Canine-Thorax : A case of pulmonary lobar torsion in a Pug

Pug, male, 2 years old.
Acute cough, episode of tachypnea since a few days. The owners report a collapse with cyanotic mucous membranes. Symptomatic treatment by the vet.
since then anorexia, mild lethargy and persisting cough.
On auscultation, the animal is quiet, respiratory rate is 42 per minute, heart rate 120. Pale mucous membranes, CRT normal. The respiratory sounds and heart sounds are muffled, more prominent in the left cranial thorax. Thoracic radiographs are taken.

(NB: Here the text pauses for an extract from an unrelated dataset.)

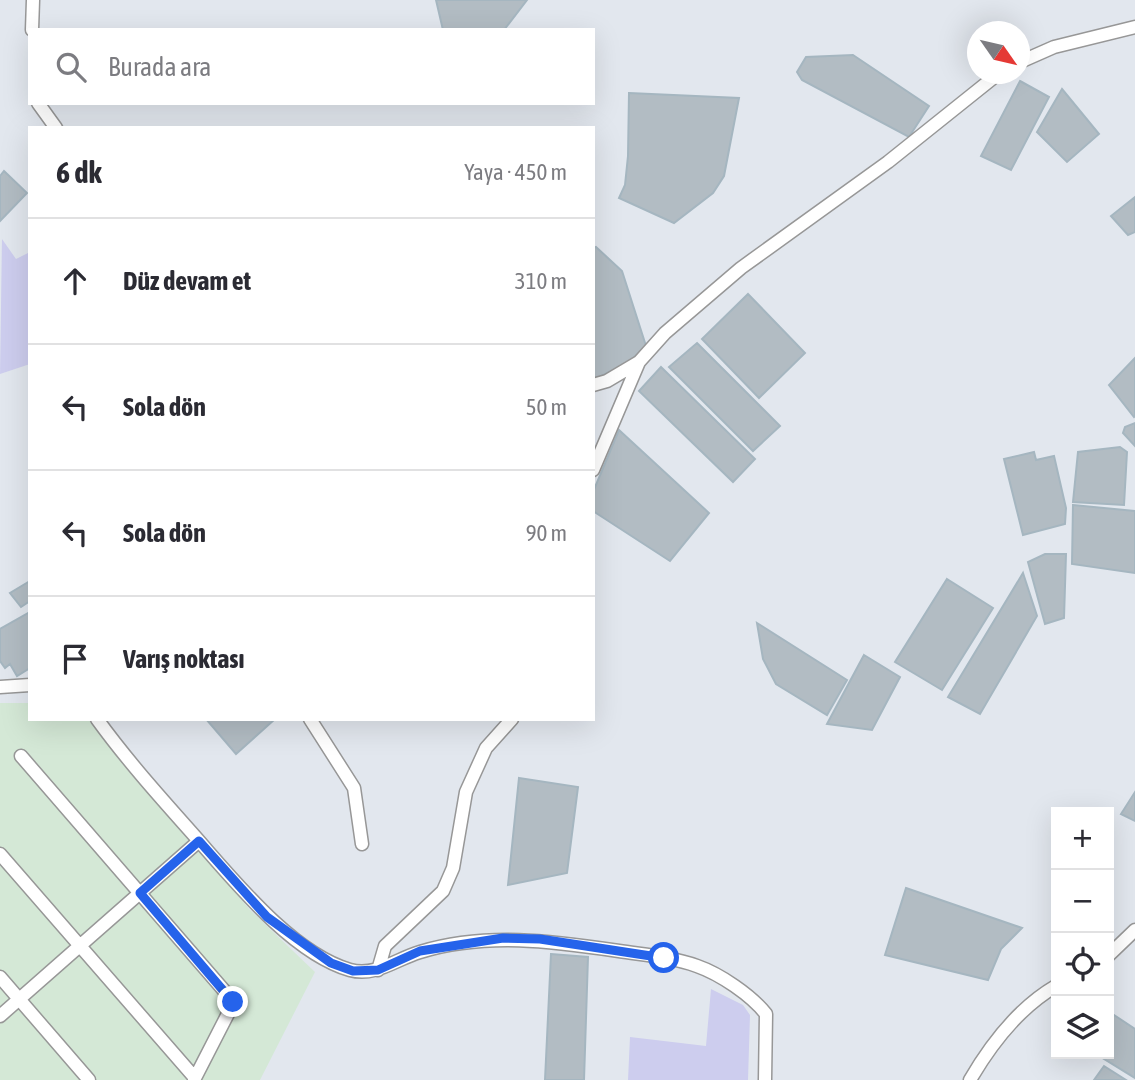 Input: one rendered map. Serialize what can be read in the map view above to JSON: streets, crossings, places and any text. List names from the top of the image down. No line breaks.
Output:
{"north":"bottom right","page":{"search":"Burada ara","heading":["6 dk","Yaya · 450 m"],"list":[["Düz devam et","310 m"],["Sola dön","50 m"],["Sola dön","90 m"],"Varış noktası"],"map_buttons":["+","−"]}} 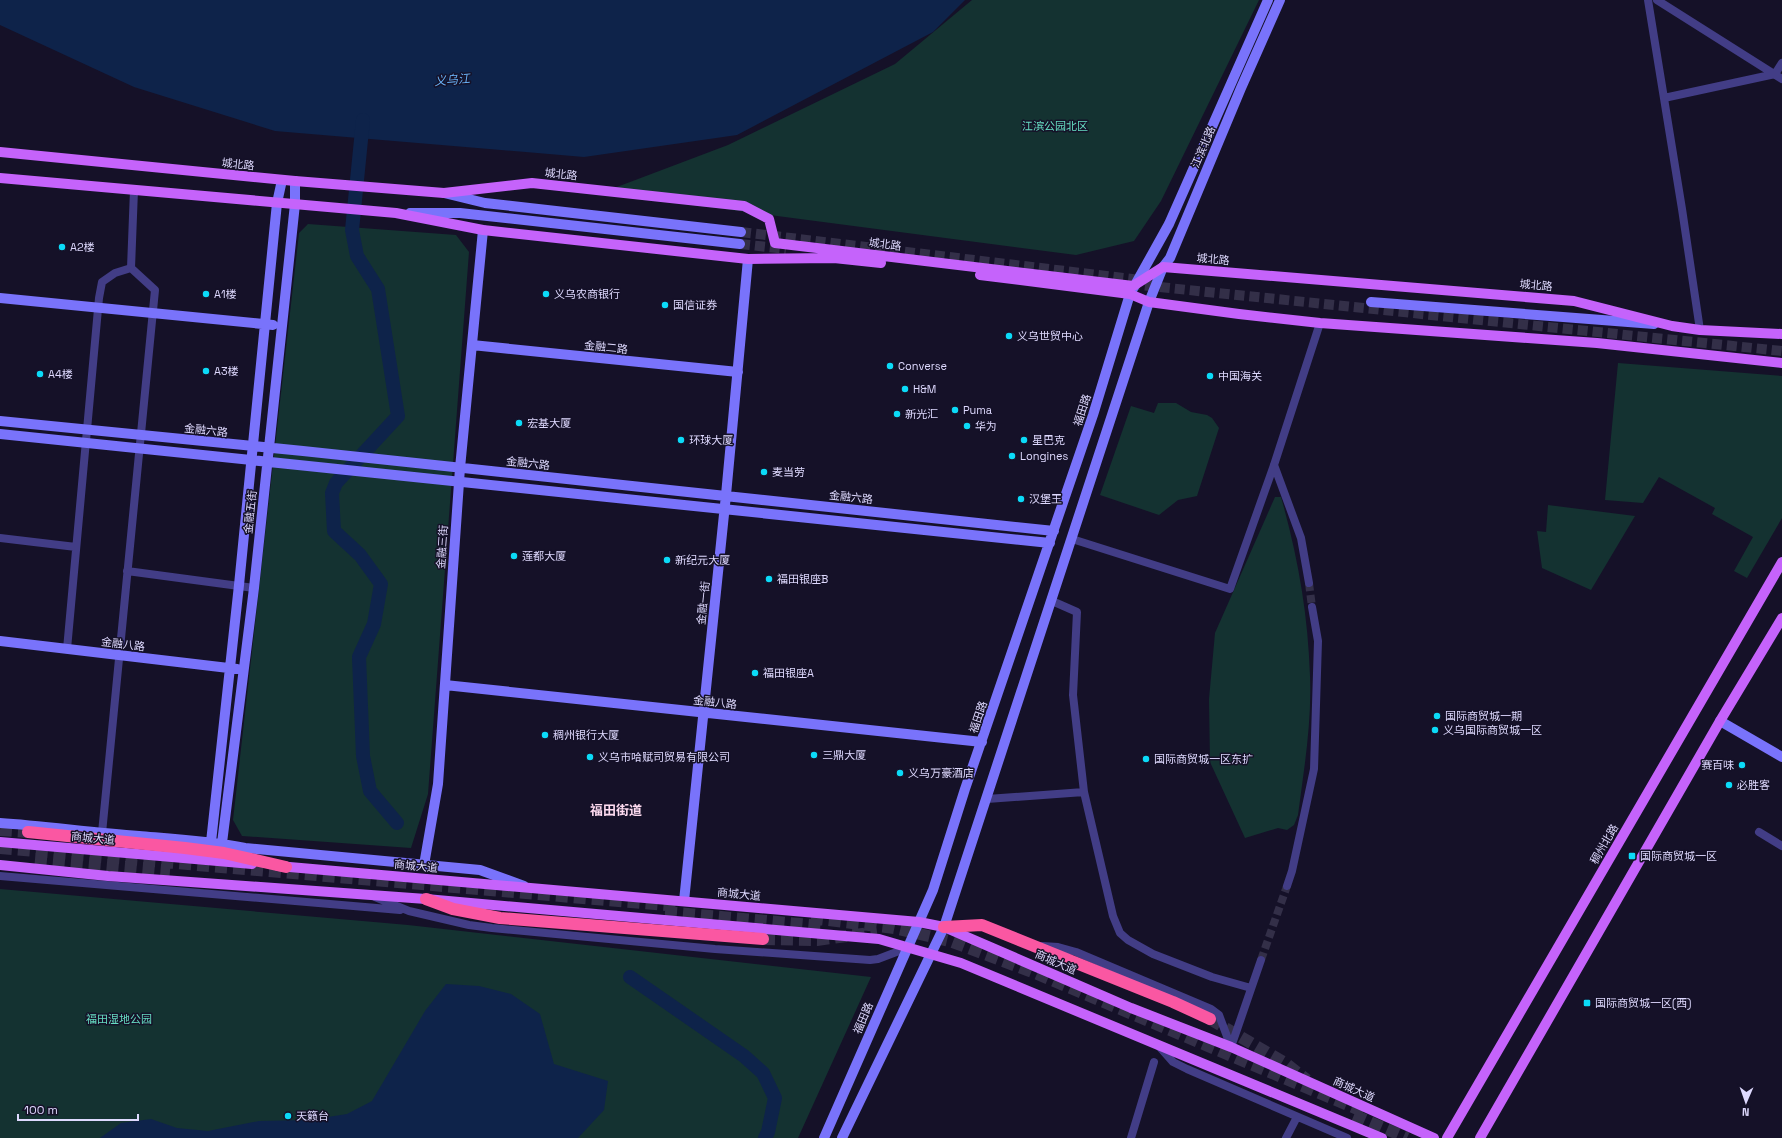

There is a marked dorsal deviation of the trachea cranial in the thorax. The cardiac silhouette is hardly discernible, it is masked by a soft tissue opacification type in the ventral thorax on the lateral radiograph. The costodiaphragmatic recesses are rounded and an interlobar fissure line is visible between the left cranial and caudal lobes. On the VD, only the left cranial aspect of the cardiac silhouette is obscured. It is continuous with a diffuse opacification of the left cranial lung lobe. If you look closely, you realize that this clouding is not homogeneous. We notice some radiolucent bubbles coalesced in the center of the lobe. On the lateral, some air bronchograms are visible, superimposed on the cranial aspect of the cardiac silhouette. We see an interruption of the left cranial bronchus few centimeters distal to the carina.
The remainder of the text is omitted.